**Goal of the exercise**
Below are the records; copy each line in which "linecap" can be found.
*** Study material ***
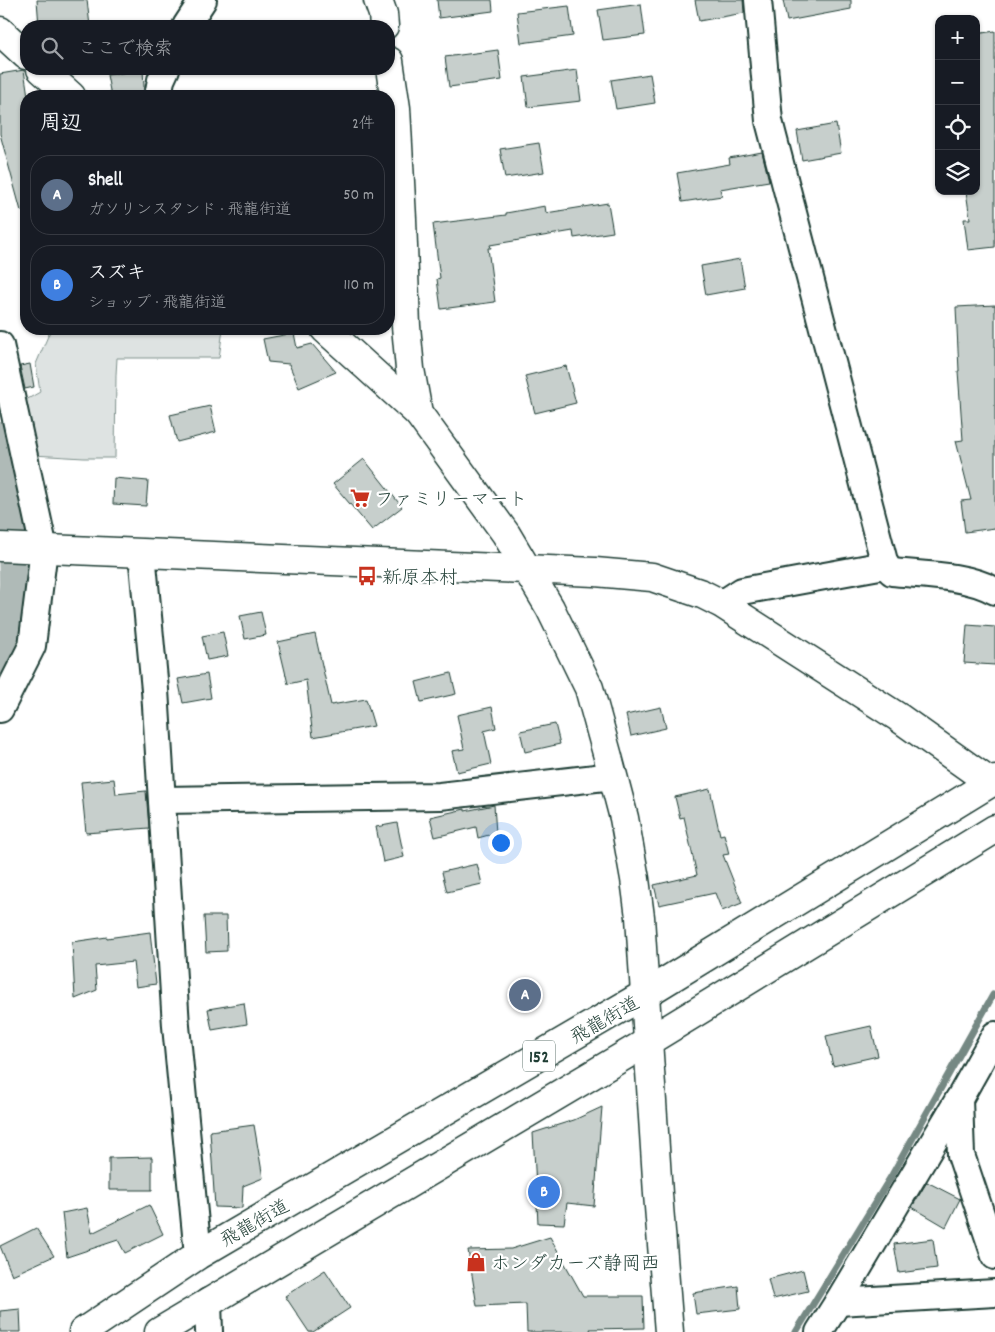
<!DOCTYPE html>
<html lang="ja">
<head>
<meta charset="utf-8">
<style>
	body { margin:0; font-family:Dekko,"Klee One",sans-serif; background:#20242c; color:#f1f3f6 }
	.controls { position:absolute; right:15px; top:15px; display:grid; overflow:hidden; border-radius:10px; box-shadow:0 1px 4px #0004 }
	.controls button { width:45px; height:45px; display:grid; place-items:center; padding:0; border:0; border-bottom:1px solid #363941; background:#171b24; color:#f1f3f6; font:25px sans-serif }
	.you { position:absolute; left:500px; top:842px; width:18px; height:18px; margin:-12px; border:4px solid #fff; border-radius:50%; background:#1a73e8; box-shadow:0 0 0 8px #1a73e833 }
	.badge { display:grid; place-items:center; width:32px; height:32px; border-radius:50%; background:#c8321e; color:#fff; font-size:16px; font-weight:700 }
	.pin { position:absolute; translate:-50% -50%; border:2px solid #fff; box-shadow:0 1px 5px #0006 }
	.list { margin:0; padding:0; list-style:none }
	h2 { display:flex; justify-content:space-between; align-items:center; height:65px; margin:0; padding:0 20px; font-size:21px }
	h2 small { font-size:16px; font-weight:400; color:#9ea1a6 }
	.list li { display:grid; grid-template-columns:32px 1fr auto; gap:15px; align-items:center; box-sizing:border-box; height:80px; margin:0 10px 10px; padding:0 10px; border:1px solid #363941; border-radius:20px }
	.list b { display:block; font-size:19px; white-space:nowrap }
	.list p { margin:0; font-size:16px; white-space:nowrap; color:#9ea1a6 }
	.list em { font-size:16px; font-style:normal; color:#9ea1a6 }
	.icon { flex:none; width:28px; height:28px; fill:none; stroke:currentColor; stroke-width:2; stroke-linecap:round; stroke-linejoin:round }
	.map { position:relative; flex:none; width:995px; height:1332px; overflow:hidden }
	.search { position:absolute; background:#171b24; box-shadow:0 1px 4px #0004; left:20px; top:20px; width:375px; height:55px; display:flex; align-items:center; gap:12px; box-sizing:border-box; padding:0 18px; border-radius:20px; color:#9ea1a6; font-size:19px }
	.panel { position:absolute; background:#171b24; box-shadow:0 1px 4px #0004; left:20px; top:90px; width:375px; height:245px; border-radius:20px }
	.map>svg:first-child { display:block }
	.green { fill:#dee3e2; stroke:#7e908b }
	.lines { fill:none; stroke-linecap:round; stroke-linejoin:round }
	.stream { stroke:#758883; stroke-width:7 }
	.river { stroke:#afbab7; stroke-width:40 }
	.building { fill:#c7cfcc; stroke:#1f3d34 }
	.street-casing { stroke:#1f3d34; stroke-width:30 }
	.secondary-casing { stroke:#1f3d34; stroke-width:31 }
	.highway-casing { stroke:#1f3d34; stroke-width:31 }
	.street { stroke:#fff; stroke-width:26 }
	.secondary { stroke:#fff; stroke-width:28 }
	.highway { stroke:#fff; stroke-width:28 }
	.labels { text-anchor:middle; stroke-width:4.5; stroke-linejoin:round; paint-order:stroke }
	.shield { fill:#fff; stroke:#627771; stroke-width:1 }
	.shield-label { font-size:18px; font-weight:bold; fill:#1f3d34 }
	.poi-label { font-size:19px; fill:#1f3d34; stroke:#fff; text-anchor:start }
	.street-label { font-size:19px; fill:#1f3d34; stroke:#fff }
</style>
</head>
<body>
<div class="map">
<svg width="995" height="1332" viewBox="0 0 995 1332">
	<rect width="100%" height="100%" fill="#fff"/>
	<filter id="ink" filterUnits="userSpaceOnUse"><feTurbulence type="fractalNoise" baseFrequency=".02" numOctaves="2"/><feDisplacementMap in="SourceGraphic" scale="10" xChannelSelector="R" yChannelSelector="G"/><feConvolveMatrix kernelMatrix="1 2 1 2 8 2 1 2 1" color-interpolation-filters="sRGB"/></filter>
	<g filter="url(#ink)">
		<polygon class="green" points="51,329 223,329 219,358 117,358 116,375 115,458 84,458 33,455 24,401 40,392 36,364"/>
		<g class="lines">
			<polyline class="stream" points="796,1332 892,1175 993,995"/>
			<polyline class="river" points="0,442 17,520 19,585 13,628 0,664"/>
		</g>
		<g class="building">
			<polygon points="37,0 87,0 90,26 39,26"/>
			<polygon points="437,0 492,0 493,11 439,18"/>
			<polygon points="695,0 743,0 744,13 699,21"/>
			<polygon points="783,0 851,0 851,9 787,21"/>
			<polygon points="641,4 645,35 603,40 598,10"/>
			<polygon points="569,6 573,36 521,43 517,12"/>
			<polygon points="995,31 995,247 968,250 964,219 970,219 966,191 976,191 976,34"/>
			<polygon points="498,50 502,80 449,87 445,57"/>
			<polygon points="24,70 28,96 26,96 26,210 21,211 0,134 0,74"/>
			<polygon points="143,70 144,87 143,96 111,96 107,75"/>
			<polygon points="577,70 581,101 528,107 524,77"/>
			<polygon points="650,74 655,103 616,109 611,80"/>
			<polygon points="836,124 841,153 802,160 797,131"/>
			<polygon points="539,143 544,172 505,178 500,149"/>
			<polygon points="762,152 769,181 720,189 722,196 682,202 677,173 730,164 729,158"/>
			<polygon points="608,203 613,232 574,238 573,231 490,245 491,248 488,248 495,302 441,309 437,279 440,278 433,224 506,215 506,213 545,206 546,213"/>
			<polygon points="740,259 745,288 706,295 701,266"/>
			<polygon points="995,305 995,528 965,532 961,501 971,500 956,441 963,440 958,371 959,371 956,307"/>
			<polygon points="294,333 297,348 312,344 336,372 299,388 289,364 268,362 263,339"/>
			<polygon points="30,364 34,387 25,389 20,366"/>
			<polygon points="566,366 576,403 535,413 525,376"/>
			<polygon points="210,406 216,432 177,442 170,415"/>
			<polygon points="364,459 402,507 372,530 333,484"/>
			<polygon points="114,478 148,481 146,506 113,504"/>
			<polygon points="261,612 266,635 245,639 240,616"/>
			<polygon points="967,625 995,627 995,665 964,663"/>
			<polygon points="223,632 228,656 207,660 202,636"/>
			<polygon points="315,634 331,705 366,699 374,726 313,737 306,680 288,684 278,642"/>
			<polygon points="451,673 456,694 421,702 416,682"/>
			<polygon points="207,674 211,698 183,703 178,679"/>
			<polygon points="492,707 496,728 484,731 491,764 457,772 452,751 464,749 457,715"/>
			<polygon points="661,707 666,728 631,736 626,715"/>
			<polygon points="555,724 560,744 525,752 520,731"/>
			<polygon points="114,779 116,794 146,791 149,828 86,833 81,782"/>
			<polygon points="710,789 720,835 724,834 729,854 723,855 742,903 722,911 715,893 659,905 654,885 697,875 684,817 680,818 675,797"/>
			<polygon points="494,805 496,833 478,838 476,827 435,837 430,817 465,809 465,811"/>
			<polygon points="397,823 404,857 383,862 376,827"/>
			<polygon points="477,864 482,884 447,892 442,872"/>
			<polygon points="204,916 226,916 227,951 206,952"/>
			<polygon points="150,932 156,984 136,987 133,962 95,966 97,990 75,999 72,942 107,937 107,938"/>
			<polygon points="244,1003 247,1024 212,1030 208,1009"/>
			<polygon points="871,1026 878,1056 833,1066 826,1036"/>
			<polygon points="602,1107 594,1206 567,1203 564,1224 538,1223 533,1133 574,1120"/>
			<polygon points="254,1125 263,1178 243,1186 242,1208 215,1207 210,1131"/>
			<polygon points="152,1157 152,1190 109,1190 109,1158"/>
			<polygon points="927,1182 960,1199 946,1227 912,1207"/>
			<polygon points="149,1205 163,1234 125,1253 118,1240 67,1257 62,1213 87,1208 92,1233"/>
			<polygon points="36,1228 54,1256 12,1275 0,1246"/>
			<polygon points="550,1237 583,1296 643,1296 644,1328 590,1329 591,1332 527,1332 526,1304 477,1306 468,1250 511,1249"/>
			<polygon points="933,1239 937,1268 899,1273 894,1244"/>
			<polygon points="325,1270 350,1308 313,1332 309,1332 285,1296"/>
			<polygon points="803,1270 808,1291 773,1299 768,1279"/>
			<polygon points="738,1286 740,1309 696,1314 693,1293"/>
			<polygon points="20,1309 21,1332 0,1332 0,1311"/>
		</g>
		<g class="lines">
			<defs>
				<g id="street">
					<polyline points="186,26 203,0"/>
					<polyline points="158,96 161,80 166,69"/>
					<polyline points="0,345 44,549 32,646 0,709"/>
					<polyline points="142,553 155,690 176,1026 198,1255"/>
					<path d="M885,565L892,572C923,575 967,575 995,591"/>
					<polyline points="722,604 742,591 885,565 769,121 758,0"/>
					<polyline points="162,800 440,796 613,776"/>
					<polyline points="959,1099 961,1155 995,1256"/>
					<polyline points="208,1302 209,1332"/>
					<polyline points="838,1302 995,1293"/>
					<polyline points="819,1332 838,1302 959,1099 995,1035"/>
				</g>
				<g id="secondary">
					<polyline points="378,0 383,14 384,26"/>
					<polyline points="0,31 26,55"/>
					<polyline points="389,61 396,108 402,219 406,326 410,369 418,413 506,534 550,608 589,688 608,757 624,818 635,879 640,917 658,1194 669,1332"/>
					<polyline points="41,69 71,96"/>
					<polyline points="325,329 418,413"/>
					<polyline points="0,547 595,572 652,577 702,594 722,604 898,717 991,783"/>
				</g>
				<g id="highway">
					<polyline points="83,1332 198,1255 645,994 995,780"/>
					<polyline points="159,1332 649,1041 995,829"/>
				</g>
			</defs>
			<use href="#street" class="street-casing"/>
			<use href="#secondary" class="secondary-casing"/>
			<use href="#highway" class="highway-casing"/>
			<use href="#street" class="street"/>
			<use href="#secondary" class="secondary"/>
			<use href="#highway" class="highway"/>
		</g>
	</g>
	<defs>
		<symbol id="supermarket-bare" viewBox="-9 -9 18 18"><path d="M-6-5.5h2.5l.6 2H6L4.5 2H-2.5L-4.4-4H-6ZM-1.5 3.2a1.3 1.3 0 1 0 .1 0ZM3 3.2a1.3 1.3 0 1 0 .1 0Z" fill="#c8321e" stroke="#fff" stroke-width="2.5" paint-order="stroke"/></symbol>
		<symbol id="bus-bare" viewBox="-9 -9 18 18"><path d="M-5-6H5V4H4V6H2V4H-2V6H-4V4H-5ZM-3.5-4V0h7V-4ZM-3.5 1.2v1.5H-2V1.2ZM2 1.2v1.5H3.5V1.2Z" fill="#c8321e" stroke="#fff" stroke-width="2.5" paint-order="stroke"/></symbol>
		<symbol id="shop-bare" viewBox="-9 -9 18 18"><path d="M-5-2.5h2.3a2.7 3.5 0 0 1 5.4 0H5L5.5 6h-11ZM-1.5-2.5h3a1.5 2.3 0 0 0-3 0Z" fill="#c8321e" stroke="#fff" stroke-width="2.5" paint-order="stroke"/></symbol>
	</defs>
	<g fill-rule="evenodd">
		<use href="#supermarket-bare" x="346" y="484" width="28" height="28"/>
		<use href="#bus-bare" x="353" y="562" width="28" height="28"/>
		<use href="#shop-bare" x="462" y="1248" width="28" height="28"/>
	</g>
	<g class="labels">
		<rect class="shield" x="523" y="1040.5" width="32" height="31" rx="4"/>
		<g class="shield-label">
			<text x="539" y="1062">152</text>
		</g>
		<g class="poi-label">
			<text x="375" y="505">ファミリーマート</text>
			<text x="382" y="583">新原本村</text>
			<text x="491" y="1269">ホンダカーズ静岡西</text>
		</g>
		<g class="street-label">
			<text transform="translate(604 1019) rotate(-30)" y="7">飛龍街道</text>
			<text transform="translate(254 1222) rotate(-30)" y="7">飛龍街道</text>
		</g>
	</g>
</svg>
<div class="controls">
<button>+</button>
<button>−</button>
<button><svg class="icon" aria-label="locate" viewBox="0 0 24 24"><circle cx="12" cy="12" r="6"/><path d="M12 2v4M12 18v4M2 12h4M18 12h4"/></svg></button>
<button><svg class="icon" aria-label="layers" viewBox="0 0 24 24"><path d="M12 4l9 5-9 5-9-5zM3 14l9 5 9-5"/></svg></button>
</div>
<div class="you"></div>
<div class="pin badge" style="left:525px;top:995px;background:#5c6f8a">A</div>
<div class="pin badge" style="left:544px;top:1192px;background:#3f7fe0">B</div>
<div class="search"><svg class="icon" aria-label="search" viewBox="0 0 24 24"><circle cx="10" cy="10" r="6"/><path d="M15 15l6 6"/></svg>ここで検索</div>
<section class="panel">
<h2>周辺<small>2件</small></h2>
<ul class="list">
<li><span class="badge" style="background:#5c6f8a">A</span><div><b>Shell</b><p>ガソリンスタンド · 飛龍街道</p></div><em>50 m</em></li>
<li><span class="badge" style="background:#3f7fe0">B</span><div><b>スズキ</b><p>ショップ · 飛龍街道</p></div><em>110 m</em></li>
</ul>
</section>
</div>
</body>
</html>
*** End of Study material ***
**Solved exercise**
	.icon { flex:none; width:28px; height:28px; fill:none; stroke:currentColor; stroke-width:2; stroke-linecap:round; stroke-linejoin:round }
	.lines { fill:none; stroke-linecap:round; stroke-linejoin:round }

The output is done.